- EXERCISE INPUTS -
<<<<

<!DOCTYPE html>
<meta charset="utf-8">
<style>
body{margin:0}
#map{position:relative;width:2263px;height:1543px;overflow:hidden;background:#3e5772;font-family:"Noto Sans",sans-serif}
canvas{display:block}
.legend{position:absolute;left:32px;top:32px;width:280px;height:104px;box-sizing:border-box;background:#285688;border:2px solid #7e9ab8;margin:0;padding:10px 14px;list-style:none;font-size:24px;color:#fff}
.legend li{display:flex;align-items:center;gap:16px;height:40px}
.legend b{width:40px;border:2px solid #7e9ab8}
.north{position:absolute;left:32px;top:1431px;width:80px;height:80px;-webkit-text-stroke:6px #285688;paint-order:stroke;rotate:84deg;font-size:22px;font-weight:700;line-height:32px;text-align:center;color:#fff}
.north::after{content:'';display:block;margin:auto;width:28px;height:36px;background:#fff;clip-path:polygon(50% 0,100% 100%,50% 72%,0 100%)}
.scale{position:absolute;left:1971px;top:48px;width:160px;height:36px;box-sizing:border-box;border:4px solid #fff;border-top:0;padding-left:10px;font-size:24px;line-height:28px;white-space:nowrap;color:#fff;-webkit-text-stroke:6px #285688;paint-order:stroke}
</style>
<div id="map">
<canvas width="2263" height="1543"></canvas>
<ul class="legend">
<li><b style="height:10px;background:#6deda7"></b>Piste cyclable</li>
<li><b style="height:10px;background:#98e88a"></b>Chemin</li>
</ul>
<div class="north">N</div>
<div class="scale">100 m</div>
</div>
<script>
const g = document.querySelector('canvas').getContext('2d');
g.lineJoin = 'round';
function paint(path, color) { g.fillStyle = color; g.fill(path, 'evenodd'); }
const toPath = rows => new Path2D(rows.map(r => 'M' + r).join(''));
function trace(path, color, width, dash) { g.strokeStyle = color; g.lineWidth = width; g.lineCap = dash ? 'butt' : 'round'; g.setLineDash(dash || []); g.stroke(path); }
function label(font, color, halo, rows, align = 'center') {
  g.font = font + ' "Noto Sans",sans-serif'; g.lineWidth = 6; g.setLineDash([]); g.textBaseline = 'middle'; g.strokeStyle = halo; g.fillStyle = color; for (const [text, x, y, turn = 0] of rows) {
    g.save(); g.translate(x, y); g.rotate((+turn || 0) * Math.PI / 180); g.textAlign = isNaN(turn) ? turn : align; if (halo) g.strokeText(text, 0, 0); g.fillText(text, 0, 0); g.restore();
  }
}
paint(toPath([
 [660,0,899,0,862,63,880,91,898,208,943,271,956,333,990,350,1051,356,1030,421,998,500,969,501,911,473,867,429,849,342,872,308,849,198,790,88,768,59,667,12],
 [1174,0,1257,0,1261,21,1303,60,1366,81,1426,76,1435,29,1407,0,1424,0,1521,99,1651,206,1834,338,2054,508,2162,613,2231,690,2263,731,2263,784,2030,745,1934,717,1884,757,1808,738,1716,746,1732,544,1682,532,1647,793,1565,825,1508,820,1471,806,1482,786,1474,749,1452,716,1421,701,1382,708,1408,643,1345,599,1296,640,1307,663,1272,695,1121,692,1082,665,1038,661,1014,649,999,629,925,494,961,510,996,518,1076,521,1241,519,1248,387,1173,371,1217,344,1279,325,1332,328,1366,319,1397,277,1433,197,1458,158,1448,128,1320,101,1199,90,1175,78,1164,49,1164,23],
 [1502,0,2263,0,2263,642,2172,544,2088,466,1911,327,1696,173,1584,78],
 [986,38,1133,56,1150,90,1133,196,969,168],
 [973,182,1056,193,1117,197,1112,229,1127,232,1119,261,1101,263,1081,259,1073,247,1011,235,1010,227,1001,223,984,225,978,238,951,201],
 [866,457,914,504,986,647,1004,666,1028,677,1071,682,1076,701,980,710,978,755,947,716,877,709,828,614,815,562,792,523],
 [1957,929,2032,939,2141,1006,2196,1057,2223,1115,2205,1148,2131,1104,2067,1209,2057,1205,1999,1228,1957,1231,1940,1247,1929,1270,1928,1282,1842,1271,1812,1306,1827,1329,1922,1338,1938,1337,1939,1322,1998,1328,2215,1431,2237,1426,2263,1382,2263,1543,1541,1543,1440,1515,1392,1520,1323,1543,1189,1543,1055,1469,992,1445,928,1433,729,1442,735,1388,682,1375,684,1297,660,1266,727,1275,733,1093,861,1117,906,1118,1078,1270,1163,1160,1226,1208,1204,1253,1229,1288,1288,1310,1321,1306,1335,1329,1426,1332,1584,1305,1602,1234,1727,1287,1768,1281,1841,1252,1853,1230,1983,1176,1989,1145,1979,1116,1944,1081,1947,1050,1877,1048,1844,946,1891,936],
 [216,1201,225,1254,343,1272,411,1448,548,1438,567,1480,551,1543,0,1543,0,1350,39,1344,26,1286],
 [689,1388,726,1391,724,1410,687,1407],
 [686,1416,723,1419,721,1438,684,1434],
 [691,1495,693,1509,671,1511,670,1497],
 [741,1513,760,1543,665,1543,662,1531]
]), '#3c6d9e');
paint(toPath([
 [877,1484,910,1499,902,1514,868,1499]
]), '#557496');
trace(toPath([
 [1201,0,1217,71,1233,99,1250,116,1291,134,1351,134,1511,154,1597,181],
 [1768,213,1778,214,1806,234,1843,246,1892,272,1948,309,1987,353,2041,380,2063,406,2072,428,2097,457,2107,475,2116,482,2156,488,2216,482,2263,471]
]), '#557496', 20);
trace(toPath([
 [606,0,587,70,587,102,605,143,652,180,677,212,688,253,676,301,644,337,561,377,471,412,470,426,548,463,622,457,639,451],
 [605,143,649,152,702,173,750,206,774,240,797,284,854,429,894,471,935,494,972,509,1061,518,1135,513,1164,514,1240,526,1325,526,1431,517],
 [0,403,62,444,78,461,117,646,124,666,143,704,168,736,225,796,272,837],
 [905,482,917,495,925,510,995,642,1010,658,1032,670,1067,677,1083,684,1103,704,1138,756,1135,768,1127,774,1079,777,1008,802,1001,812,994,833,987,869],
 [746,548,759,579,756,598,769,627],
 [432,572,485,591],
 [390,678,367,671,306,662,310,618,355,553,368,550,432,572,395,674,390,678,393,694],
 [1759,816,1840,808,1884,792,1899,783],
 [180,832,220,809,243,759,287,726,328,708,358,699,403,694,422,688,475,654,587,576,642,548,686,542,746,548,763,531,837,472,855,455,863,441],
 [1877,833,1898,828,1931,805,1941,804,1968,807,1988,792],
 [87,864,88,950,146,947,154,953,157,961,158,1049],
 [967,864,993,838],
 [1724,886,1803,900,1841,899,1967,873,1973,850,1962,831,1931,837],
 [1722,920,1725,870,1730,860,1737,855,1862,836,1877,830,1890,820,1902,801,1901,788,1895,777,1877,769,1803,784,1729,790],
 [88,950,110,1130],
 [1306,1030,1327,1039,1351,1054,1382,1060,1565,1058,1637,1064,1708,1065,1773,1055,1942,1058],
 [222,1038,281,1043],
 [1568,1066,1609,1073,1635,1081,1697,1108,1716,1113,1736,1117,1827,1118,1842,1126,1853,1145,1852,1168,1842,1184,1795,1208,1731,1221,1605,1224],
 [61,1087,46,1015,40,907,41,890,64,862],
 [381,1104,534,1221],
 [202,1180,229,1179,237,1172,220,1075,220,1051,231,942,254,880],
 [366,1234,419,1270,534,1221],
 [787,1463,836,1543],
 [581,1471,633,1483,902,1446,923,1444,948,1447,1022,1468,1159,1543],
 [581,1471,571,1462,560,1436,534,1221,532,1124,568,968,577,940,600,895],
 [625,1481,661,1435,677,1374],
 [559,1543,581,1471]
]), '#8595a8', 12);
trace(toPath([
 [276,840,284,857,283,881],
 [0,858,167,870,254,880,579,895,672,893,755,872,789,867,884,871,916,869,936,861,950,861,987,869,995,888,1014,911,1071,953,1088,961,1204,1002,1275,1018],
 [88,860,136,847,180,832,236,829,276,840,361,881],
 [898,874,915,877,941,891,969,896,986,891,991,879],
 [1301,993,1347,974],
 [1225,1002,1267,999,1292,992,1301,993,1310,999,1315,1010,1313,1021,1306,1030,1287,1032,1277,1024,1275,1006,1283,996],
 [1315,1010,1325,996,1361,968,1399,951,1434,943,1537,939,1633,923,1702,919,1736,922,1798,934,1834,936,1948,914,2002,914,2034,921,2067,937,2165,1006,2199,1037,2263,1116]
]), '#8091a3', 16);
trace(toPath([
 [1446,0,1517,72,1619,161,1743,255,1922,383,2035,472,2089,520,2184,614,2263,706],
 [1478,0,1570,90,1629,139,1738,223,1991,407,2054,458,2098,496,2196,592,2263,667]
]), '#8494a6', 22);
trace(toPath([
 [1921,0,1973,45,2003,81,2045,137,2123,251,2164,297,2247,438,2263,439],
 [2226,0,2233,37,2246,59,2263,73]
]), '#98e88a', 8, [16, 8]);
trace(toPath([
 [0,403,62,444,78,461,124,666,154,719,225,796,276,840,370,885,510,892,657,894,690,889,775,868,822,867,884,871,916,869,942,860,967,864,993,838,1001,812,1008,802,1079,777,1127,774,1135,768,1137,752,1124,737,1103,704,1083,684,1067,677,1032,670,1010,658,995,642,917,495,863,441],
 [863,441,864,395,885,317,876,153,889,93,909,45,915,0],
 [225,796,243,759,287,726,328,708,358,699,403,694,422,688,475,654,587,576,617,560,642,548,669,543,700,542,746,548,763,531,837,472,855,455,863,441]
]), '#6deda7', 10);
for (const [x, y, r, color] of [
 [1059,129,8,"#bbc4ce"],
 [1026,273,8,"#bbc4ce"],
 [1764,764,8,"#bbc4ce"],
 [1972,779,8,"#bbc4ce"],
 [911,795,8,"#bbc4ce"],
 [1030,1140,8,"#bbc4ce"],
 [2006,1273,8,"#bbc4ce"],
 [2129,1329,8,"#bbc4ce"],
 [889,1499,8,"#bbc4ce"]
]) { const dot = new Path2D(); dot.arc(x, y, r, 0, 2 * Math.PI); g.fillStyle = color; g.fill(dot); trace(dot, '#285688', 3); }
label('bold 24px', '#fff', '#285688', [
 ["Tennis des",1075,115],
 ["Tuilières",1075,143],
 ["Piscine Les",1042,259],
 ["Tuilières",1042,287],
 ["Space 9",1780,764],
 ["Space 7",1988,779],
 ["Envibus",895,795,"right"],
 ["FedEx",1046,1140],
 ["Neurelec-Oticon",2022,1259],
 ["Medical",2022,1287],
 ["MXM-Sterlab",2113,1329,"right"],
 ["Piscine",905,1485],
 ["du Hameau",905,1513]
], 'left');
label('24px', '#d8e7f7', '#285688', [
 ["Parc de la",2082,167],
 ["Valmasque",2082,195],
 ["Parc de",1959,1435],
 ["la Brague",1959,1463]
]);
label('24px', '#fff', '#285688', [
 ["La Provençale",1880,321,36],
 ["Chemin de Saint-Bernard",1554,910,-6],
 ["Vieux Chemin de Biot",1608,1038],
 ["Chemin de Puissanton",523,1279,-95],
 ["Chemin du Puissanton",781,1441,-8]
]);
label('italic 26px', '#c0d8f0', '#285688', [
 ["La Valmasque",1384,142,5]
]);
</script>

>>>>

- WORK TASK -
Check the entries above for the word "rows" and copy every line where it turns up.

- TASK RESULT -
const toPath = rows => new Path2D(rows.map(r => 'M' + r).join(''));
function label(font, color, halo, rows, align = 'center') {
  g.font = font + ' "Noto Sans",sans-serif'; g.lineWidth = 6; g.setLineDash([]); g.textBaseline = 'middle'; g.strokeStyle = halo; g.fillStyle = color; for (const [text, x, y, turn = 0] of rows) {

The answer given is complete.